→ Work to be completed
Return the records in full, exactly as given.

→ Dataset entries
● ● ●

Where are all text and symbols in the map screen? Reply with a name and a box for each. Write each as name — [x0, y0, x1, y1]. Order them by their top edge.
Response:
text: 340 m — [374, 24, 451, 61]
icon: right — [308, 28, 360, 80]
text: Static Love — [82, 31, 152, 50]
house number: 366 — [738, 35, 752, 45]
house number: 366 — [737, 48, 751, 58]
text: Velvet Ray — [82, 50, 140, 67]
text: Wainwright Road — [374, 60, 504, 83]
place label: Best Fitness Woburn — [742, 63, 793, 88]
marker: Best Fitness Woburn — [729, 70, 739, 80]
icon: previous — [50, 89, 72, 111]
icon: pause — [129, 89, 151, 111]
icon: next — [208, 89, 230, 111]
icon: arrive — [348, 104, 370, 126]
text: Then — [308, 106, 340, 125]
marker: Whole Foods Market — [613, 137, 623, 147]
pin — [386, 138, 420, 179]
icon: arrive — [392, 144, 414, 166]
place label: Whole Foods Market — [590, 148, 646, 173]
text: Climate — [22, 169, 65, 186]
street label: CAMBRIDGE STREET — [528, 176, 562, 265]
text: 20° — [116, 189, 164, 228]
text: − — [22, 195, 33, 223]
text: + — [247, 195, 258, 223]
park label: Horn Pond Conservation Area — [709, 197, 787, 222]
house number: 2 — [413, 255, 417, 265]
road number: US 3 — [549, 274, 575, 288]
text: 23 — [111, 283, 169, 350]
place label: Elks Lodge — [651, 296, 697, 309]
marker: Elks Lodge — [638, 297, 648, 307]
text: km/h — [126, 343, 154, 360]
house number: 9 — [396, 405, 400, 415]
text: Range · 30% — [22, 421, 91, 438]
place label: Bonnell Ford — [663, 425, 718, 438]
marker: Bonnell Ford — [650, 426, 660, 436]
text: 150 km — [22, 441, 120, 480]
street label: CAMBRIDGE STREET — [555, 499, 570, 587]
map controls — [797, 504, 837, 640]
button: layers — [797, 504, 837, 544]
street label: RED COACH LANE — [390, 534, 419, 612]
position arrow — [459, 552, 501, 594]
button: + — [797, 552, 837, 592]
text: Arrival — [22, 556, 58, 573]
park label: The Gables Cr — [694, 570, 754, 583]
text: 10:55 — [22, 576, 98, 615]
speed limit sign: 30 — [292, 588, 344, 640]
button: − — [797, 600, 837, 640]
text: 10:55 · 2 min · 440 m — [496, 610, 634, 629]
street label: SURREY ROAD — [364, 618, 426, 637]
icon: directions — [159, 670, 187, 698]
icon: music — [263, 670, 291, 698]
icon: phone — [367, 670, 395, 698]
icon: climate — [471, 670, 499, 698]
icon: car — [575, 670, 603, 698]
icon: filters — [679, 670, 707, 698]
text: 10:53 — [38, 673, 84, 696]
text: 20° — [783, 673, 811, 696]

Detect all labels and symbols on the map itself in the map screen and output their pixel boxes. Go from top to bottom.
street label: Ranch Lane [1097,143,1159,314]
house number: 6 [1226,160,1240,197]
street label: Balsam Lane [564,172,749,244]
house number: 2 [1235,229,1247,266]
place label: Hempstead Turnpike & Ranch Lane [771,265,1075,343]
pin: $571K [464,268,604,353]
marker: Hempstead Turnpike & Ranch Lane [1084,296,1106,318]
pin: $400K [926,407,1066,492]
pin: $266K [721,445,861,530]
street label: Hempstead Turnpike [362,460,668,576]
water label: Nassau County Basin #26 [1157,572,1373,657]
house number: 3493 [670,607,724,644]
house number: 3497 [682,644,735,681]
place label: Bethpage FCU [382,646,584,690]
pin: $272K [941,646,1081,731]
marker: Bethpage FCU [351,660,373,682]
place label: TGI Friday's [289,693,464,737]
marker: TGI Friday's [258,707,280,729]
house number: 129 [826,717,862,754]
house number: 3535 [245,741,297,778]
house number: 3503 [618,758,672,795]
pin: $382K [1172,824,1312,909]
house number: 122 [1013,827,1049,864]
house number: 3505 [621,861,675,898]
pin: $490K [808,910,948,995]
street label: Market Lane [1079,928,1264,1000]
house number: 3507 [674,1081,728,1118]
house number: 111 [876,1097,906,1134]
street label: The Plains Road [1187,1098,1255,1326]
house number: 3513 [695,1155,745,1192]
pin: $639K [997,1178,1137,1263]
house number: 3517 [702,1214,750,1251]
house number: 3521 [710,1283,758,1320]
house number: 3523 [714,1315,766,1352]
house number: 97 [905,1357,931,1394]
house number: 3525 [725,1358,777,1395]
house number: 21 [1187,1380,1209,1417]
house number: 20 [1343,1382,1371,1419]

● ● ●

→ Solution to this task
Where are all text and symbols in the map screen? Reply with a name and a box for each. Write each as name — [x0, y0, x1, y1]. Order them by their top edge.
Response:
text: 340 m — [374, 24, 451, 61]
icon: right — [308, 28, 360, 80]
text: Static Love — [82, 31, 152, 50]
house number: 366 — [738, 35, 752, 45]
house number: 366 — [737, 48, 751, 58]
text: Velvet Ray — [82, 50, 140, 67]
text: Wainwright Road — [374, 60, 504, 83]
place label: Best Fitness Woburn — [742, 63, 793, 88]
marker: Best Fitness Woburn — [729, 70, 739, 80]
icon: previous — [50, 89, 72, 111]
icon: pause — [129, 89, 151, 111]
icon: next — [208, 89, 230, 111]
icon: arrive — [348, 104, 370, 126]
text: Then — [308, 106, 340, 125]
marker: Whole Foods Market — [613, 137, 623, 147]
pin — [386, 138, 420, 179]
icon: arrive — [392, 144, 414, 166]
place label: Whole Foods Market — [590, 148, 646, 173]
text: Climate — [22, 169, 65, 186]
street label: CAMBRIDGE STREET — [528, 176, 562, 265]
text: 20° — [116, 189, 164, 228]
text: − — [22, 195, 33, 223]
text: + — [247, 195, 258, 223]
park label: Horn Pond Conservation Area — [709, 197, 787, 222]
house number: 2 — [413, 255, 417, 265]
road number: US 3 — [549, 274, 575, 288]
text: 23 — [111, 283, 169, 350]
place label: Elks Lodge — [651, 296, 697, 309]
marker: Elks Lodge — [638, 297, 648, 307]
text: km/h — [126, 343, 154, 360]
house number: 9 — [396, 405, 400, 415]
text: Range · 30% — [22, 421, 91, 438]
place label: Bonnell Ford — [663, 425, 718, 438]
marker: Bonnell Ford — [650, 426, 660, 436]
text: 150 km — [22, 441, 120, 480]
street label: CAMBRIDGE STREET — [555, 499, 570, 587]
map controls — [797, 504, 837, 640]
button: layers — [797, 504, 837, 544]
street label: RED COACH LANE — [390, 534, 419, 612]
position arrow — [459, 552, 501, 594]
button: + — [797, 552, 837, 592]
text: Arrival — [22, 556, 58, 573]
park label: The Gables Cr — [694, 570, 754, 583]
text: 10:55 — [22, 576, 98, 615]
speed limit sign: 30 — [292, 588, 344, 640]
button: − — [797, 600, 837, 640]
text: 10:55 · 2 min · 440 m — [496, 610, 634, 629]
street label: SURREY ROAD — [364, 618, 426, 637]
icon: directions — [159, 670, 187, 698]
icon: music — [263, 670, 291, 698]
icon: phone — [367, 670, 395, 698]
icon: climate — [471, 670, 499, 698]
icon: car — [575, 670, 603, 698]
icon: filters — [679, 670, 707, 698]
text: 10:53 — [38, 673, 84, 696]
text: 20° — [783, 673, 811, 696]

Detect all labels and symbols on the map itself in the map screen and output their pixel boxes. Go from top to bottom.
street label: Ranch Lane [1097,143,1159,314]
house number: 6 [1226,160,1240,197]
street label: Balsam Lane [564,172,749,244]
house number: 2 [1235,229,1247,266]
place label: Hempstead Turnpike & Ranch Lane [771,265,1075,343]
pin: $571K [464,268,604,353]
marker: Hempstead Turnpike & Ranch Lane [1084,296,1106,318]
pin: $400K [926,407,1066,492]
pin: $266K [721,445,861,530]
street label: Hempstead Turnpike [362,460,668,576]
water label: Nassau County Basin #26 [1157,572,1373,657]
house number: 3493 [670,607,724,644]
house number: 3497 [682,644,735,681]
place label: Bethpage FCU [382,646,584,690]
pin: $272K [941,646,1081,731]
marker: Bethpage FCU [351,660,373,682]
place label: TGI Friday's [289,693,464,737]
marker: TGI Friday's [258,707,280,729]
house number: 129 [826,717,862,754]
house number: 3535 [245,741,297,778]
house number: 3503 [618,758,672,795]
pin: $382K [1172,824,1312,909]
house number: 122 [1013,827,1049,864]
house number: 3505 [621,861,675,898]
pin: $490K [808,910,948,995]
street label: Market Lane [1079,928,1264,1000]
house number: 3507 [674,1081,728,1118]
house number: 111 [876,1097,906,1134]
street label: The Plains Road [1187,1098,1255,1326]
house number: 3513 [695,1155,745,1192]
pin: $639K [997,1178,1137,1263]
house number: 3517 [702,1214,750,1251]
house number: 3521 [710,1283,758,1320]
house number: 3523 [714,1315,766,1352]
house number: 97 [905,1357,931,1394]
house number: 3525 [725,1358,777,1395]
house number: 21 [1187,1380,1209,1417]
house number: 20 [1343,1382,1371,1419]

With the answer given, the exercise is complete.